[Start of section]
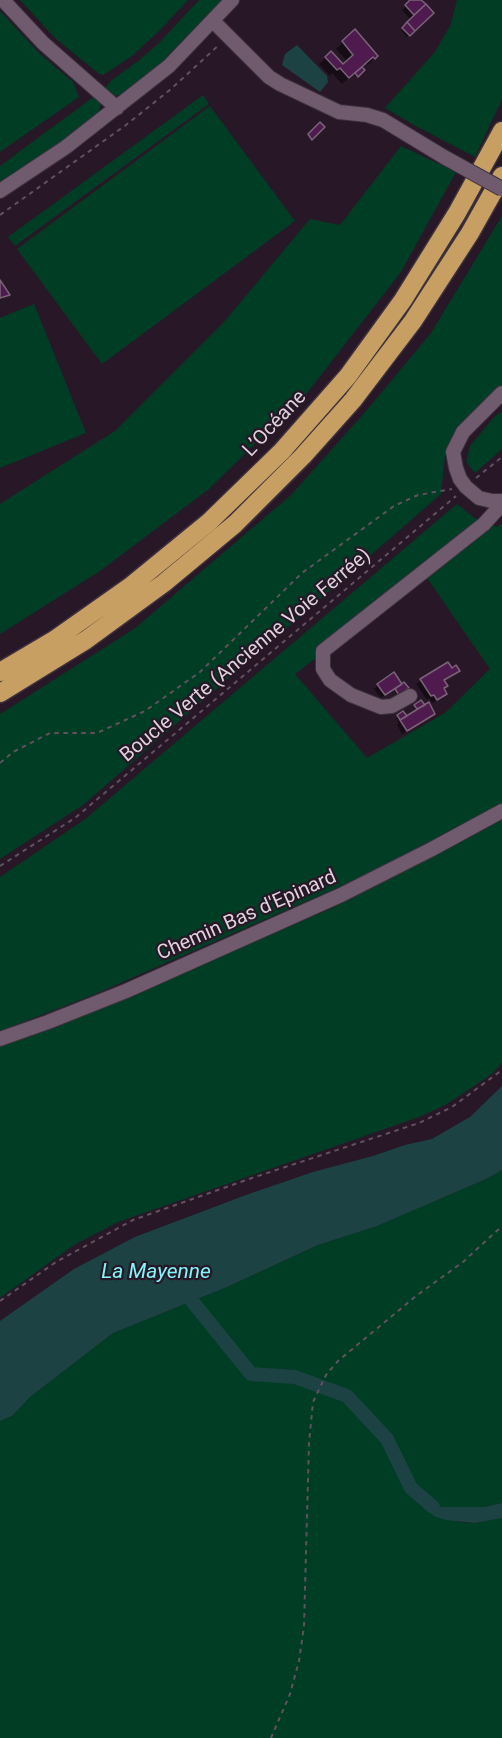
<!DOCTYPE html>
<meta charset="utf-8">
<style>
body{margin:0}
canvas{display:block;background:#281727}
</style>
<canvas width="502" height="1738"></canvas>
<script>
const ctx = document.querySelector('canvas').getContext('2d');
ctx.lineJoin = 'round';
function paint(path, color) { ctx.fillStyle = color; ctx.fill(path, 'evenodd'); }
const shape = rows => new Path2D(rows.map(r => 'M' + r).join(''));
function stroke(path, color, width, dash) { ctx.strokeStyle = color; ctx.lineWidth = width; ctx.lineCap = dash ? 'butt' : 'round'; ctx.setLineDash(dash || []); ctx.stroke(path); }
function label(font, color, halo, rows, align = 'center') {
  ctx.font = font + ' Roboto,sans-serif'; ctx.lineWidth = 4.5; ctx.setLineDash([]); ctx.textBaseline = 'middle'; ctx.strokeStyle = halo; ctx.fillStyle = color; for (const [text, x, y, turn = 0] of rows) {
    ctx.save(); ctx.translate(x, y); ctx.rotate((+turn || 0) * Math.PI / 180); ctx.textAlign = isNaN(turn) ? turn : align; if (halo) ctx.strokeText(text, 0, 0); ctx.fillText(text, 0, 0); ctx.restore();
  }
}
paint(shape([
 [20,0,188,0,160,30,132,56,103,75,98,73,55,38],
 [199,0,224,0,167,60,122,95,115,96,104,89,112,80,138,61,159,43],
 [457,0,502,0,502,99,475,157,414,125,385,108,435,52,451,24],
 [0,11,40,54,73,82,79,97,0,152],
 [96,95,101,104,98,115,94,119,0,185,0,166],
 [203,95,209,104,15,246,8,237],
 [210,106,295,221,102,364,17,249],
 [401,146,456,172,401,272,307,393,209,489,100,571,0,634,0,504,115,431,224,322,310,219,340,225],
 [502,216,502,384,456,429,445,456,441,494,83,805,0,859,0,714,134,629,291,495,367,410,431,333],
 [34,304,86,433,0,468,0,318],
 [502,411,502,449,475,473,466,462,470,446,494,417],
 [457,504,476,519,497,527,502,523,502,803,371,873,93,995,0,1031,0,877,84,820],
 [425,575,490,669,445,713,367,758,295,674],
 [502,820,502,1063,492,1074,447,1104,422,1116,118,1222,74,1245,0,1298,0,1044,115,1001,328,910],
 [502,1170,502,1503,484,1507,433,1507,433,1516,460,1522,475,1523,502,1518,502,1738,0,1738,0,1421,12,1416,30,1397,113,1333,227,1287,318,1245,377,1226,486,1179]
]), '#003d25');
paint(shape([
 [297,45,327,76,328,82,320,92,282,65,285,54],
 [502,1086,502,1170,486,1179,377,1226,318,1245,227,1287,113,1333,30,1397,12,1416,0,1421,0,1321,74,1269,135,1237,246,1195,313,1172,373,1156,405,1145,432,1139,470,1117],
 [502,1503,502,1518,475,1523,446,1520,433,1516,431,1510,433,1507,484,1507]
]), '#1d4243');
paint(shape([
 [412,0,419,0,432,13,407,37,401,30,411,20,402,10],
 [355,31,376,56,368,65,366,63,361,67,363,70,356,77,353,74,342,84,332,73,330,76,319,64,331,53,343,66,348,62,336,49],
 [447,664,454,675,443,681,441,697,432,703,429,698,427,700,416,684],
 [378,685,396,690,404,685,405,690,397,695,393,689,381,698,374,689],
 [421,702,423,705,418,710,434,714,402,734,397,725,399,723,396,718,405,716,401,721,417,712,414,708]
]), '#0007');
stroke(shape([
 [192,1301,251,1374,295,1377,347,1396,387,1439,411,1488,433,1507]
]), '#1d4243', 14);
const building = shape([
 [410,0,421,0,426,4,414,15,405,5,410,0],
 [426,4,434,13,415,31,407,22,426,4],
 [407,22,415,31,410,36,402,28,407,22],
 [355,29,378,56,375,59,373,57,349,78,340,68,337,70,325,57,331,51,343,64,353,55,342,41,355,29],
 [362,67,365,70,358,77,355,73,362,67],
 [320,122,325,127,312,140,308,134,320,122],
 [0,280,10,295,0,298,0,280],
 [448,662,452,668,456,665,460,671,444,680,448,686,444,688,447,694,437,700,434,695,431,696,420,679,448,662],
 [394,672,402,684,385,695,377,684,394,672],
 [404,682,409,688,399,695,395,689,404,682],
 [421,700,425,705,417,709,414,705,421,700],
 [429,702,435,714,407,731,400,720,429,702],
 [403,711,407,716,400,720,397,715,403,711]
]);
paint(building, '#4f1b4f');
stroke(building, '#786377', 1.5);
const minor = shape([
 [3,0,43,43,117,108],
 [213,21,269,77,280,84,339,112,367,115,383,120,444,157],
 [0,191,66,147,169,66,232,0],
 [502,393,463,432,453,452,456,468,460,479,466,487,479,498,492,501,502,501],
 [410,696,392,706,381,707,351,695,330,680,323,669,323,651,484,524,502,504],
 [0,1039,48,1022,126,991,341,895,432,849,502,811]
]);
const highway = shape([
 [0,672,54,640,132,585,209,522,282,451,348,376,403,300,457,213,502,131],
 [0,693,86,640,164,583,235,524,303,456,353,400,413,321,470,233,502,176]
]);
stroke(minor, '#3d313d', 16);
stroke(highway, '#3d313d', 21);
stroke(shape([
 [0,215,126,125,171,89,220,44],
 [476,478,502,457],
 [0,763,13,752,50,733,97,733,145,711,200,672,302,573,394,506,418,495,452,489],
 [0,866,75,818,456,496],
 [0,1301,56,1262,133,1220,252,1178,419,1123,452,1107,502,1070],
 [271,1738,290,1694,299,1661,304,1626,309,1443,313,1402,326,1375,338,1361,416,1296,463,1262,502,1226]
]), '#615160', 2, [4.5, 4.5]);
stroke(minor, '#6f5a6e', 14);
stroke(highway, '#c79f63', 18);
const minorBridge = shape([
 [444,157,502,189]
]);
stroke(minorBridge, '#3d313d', 16, []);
stroke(minorBridge, '#6f5a6e', 14);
label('20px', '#ded2dd', '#281727', [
 ["L’Océane",275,424,-47],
 ["Boucle Verte (Ancienne Voie Ferrée)",246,656,-40],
 ["Chemin Bas d'Epinard",247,916,-24]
]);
label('italic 21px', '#7ff6f9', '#281727', [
 ["La Mayenne",156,1273]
]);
</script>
[End of section]
## Exercise description:
Your answer must be the lines from the opening line of the entries through the line holding "ctx.lineJoin = 'round';", written out exactly and without any picture.

## Exercise answer:
<!DOCTYPE html>
<meta charset="utf-8">
<style>
body{margin:0}
canvas{display:block;background:#281727}
</style>
<canvas width="502" height="1738"></canvas>
<script>
const ctx = document.querySelector('canvas').getContext('2d');
ctx.lineJoin = 'round';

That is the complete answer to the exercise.